**WHAT NEEDS TO BE DONE**
Search the records for the string "font". Copy each line where it occurs.
• • • • •
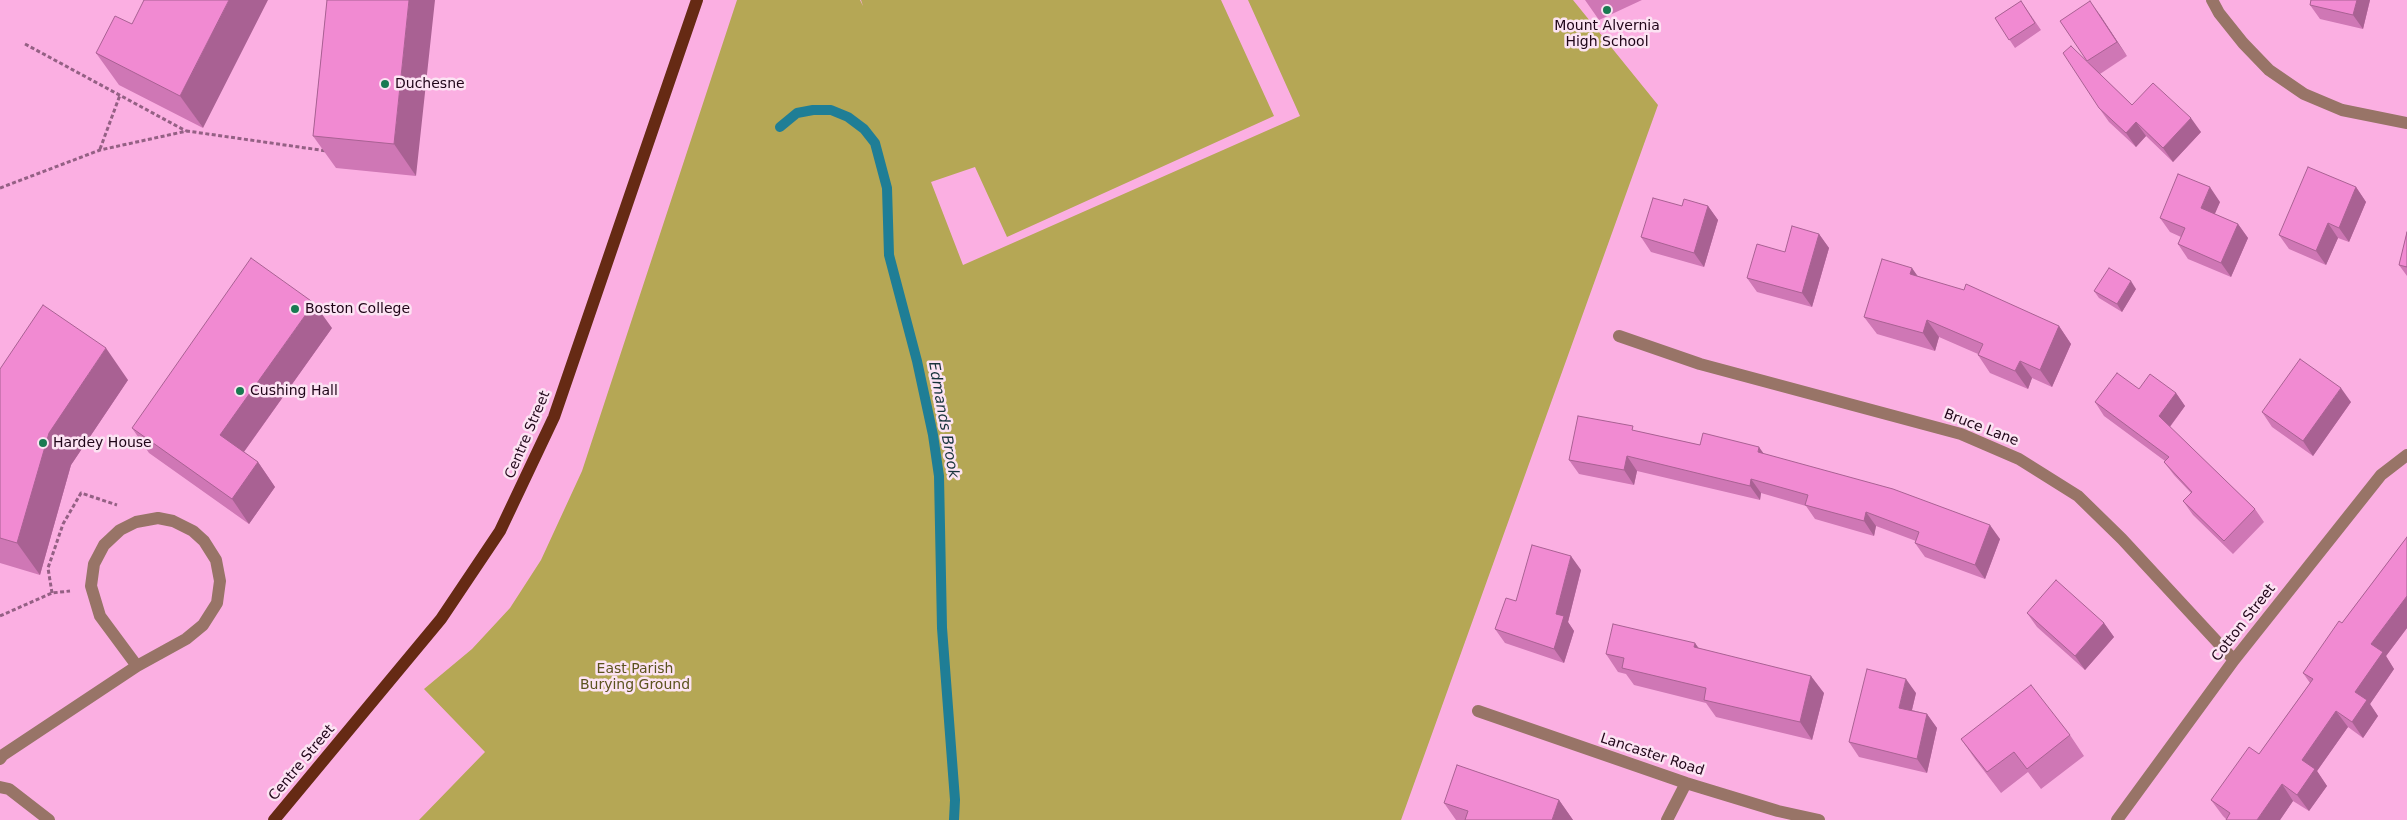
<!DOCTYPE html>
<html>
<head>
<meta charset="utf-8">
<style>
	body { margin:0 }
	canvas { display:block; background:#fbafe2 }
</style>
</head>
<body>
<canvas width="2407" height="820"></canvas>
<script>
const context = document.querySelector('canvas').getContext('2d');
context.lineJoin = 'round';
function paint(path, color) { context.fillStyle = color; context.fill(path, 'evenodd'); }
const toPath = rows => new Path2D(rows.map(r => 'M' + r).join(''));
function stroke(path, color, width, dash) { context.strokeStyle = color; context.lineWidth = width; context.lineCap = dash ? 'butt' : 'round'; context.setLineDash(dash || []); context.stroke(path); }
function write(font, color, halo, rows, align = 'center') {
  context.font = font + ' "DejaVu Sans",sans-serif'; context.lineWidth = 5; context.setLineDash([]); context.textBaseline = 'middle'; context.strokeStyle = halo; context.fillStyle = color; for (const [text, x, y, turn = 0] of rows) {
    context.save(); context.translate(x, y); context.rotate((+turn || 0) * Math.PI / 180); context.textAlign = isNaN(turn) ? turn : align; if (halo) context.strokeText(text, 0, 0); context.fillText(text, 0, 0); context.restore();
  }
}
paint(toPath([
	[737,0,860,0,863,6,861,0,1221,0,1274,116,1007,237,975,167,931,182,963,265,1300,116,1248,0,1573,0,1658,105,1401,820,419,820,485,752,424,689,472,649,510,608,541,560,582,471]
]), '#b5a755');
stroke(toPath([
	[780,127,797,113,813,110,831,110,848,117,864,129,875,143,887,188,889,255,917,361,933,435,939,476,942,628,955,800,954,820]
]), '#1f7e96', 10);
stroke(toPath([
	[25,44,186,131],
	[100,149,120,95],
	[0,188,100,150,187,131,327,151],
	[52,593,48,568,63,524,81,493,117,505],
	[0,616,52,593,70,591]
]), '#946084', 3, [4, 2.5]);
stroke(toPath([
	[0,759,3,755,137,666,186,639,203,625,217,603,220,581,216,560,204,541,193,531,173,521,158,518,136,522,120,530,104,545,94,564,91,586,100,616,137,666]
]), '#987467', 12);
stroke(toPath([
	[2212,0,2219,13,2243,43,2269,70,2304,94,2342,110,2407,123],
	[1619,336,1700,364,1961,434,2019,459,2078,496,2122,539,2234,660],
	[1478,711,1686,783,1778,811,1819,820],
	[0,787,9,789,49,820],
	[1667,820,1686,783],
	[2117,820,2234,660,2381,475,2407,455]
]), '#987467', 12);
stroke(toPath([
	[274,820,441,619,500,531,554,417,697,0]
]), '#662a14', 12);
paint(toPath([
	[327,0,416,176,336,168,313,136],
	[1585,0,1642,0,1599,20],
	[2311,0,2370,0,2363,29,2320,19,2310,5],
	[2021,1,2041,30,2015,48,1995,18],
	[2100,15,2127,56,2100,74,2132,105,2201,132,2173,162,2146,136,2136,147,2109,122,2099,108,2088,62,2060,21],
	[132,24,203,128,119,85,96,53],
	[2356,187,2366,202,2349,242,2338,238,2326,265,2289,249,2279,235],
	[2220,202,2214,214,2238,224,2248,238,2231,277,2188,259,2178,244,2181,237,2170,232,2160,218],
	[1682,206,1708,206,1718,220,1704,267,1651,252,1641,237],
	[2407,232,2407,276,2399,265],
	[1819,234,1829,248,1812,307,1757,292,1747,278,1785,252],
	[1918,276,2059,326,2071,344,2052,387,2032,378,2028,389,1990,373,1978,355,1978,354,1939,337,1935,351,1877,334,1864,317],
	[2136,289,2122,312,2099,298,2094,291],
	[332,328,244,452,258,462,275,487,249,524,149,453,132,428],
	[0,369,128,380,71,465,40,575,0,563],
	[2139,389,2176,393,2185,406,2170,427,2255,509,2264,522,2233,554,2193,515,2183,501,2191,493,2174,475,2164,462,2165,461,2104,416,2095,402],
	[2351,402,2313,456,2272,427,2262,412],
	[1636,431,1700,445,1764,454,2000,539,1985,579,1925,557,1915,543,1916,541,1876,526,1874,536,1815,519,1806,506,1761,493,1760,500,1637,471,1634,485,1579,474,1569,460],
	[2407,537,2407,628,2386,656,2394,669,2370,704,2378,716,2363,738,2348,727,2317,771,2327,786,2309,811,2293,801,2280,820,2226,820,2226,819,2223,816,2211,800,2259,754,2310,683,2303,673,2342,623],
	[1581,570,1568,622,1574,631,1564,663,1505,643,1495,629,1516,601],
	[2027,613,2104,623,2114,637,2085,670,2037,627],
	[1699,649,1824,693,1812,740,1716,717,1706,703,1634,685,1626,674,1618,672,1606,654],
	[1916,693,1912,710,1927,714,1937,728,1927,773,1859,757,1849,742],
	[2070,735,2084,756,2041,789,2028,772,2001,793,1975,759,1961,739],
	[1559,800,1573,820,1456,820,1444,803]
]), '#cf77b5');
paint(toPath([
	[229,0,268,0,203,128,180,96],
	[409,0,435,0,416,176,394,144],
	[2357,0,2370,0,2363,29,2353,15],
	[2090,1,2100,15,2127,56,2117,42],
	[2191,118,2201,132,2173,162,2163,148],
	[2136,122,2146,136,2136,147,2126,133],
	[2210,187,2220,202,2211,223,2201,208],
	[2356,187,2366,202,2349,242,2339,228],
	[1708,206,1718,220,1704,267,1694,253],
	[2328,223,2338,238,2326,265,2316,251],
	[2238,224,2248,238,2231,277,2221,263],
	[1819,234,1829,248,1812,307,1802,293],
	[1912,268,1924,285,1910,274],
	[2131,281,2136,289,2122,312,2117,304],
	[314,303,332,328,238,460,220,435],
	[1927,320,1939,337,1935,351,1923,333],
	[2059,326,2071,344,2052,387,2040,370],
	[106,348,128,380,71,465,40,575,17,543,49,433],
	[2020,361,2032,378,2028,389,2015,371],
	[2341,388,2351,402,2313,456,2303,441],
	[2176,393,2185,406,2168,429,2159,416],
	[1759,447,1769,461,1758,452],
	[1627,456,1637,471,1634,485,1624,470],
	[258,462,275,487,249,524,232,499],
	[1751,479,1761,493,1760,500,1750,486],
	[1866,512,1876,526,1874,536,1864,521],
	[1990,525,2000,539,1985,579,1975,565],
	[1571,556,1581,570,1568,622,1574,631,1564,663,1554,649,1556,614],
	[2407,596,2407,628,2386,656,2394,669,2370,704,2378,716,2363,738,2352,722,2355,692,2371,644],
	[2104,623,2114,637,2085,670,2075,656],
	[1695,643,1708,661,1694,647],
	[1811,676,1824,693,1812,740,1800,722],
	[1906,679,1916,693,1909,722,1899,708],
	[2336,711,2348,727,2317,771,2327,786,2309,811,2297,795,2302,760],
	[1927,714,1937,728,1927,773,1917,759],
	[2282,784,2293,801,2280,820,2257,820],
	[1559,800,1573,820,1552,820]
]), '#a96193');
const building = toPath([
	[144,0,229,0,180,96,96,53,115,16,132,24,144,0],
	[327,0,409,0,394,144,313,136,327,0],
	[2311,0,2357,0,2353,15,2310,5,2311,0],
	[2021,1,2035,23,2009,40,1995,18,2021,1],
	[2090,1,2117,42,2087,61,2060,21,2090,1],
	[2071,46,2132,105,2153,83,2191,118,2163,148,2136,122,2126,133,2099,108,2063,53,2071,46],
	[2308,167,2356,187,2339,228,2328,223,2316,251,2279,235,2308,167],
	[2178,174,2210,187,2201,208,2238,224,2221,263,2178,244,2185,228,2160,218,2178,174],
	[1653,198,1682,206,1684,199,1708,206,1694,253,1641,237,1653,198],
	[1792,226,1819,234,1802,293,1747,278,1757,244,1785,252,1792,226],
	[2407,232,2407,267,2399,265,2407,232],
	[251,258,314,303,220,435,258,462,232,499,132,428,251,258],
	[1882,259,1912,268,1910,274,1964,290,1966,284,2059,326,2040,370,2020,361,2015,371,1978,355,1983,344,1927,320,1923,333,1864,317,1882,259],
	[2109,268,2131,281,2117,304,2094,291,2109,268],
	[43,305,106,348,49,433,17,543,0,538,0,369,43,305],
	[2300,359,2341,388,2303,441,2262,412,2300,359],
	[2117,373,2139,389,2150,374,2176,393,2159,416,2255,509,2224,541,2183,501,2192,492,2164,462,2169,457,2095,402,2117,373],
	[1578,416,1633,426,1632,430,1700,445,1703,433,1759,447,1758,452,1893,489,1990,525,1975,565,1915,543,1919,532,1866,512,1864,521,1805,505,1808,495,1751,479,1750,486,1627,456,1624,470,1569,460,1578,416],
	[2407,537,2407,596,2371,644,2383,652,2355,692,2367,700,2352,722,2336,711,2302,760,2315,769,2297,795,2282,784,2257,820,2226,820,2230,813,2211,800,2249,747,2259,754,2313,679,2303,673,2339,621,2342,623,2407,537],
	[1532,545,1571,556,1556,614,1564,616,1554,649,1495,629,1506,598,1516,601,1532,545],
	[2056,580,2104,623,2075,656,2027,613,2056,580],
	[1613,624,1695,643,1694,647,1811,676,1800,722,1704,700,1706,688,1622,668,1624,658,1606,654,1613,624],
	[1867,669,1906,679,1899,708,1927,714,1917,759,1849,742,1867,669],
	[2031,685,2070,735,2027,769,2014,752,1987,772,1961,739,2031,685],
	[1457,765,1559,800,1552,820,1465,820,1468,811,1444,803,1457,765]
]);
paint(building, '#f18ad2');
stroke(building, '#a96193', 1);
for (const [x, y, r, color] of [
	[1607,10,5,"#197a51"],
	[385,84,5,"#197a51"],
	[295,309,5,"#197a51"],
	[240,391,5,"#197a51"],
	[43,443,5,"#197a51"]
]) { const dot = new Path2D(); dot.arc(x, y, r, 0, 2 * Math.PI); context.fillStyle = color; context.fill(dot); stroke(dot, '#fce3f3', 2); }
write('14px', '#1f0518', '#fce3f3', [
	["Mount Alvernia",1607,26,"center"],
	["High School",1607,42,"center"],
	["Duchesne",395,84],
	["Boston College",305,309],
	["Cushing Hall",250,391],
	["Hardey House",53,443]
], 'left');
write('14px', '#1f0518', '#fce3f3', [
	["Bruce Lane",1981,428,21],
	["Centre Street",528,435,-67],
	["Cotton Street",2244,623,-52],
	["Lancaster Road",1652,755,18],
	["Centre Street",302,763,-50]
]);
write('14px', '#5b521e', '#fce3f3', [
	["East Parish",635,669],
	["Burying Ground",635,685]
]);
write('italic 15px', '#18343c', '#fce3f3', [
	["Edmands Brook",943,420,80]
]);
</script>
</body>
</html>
• • • • •
**OUTPUT FOR THIS EXERCISE**
function write(font, color, halo, rows, align = 'center') {
  context.font = font + ' "DejaVu Sans",sans-serif'; context.lineWidth = 5; context.setLineDash([]); context.textBaseline = 'middle'; context.strokeStyle = halo; context.fillStyle = color; for (const [text, x, y, turn = 0] of rows) {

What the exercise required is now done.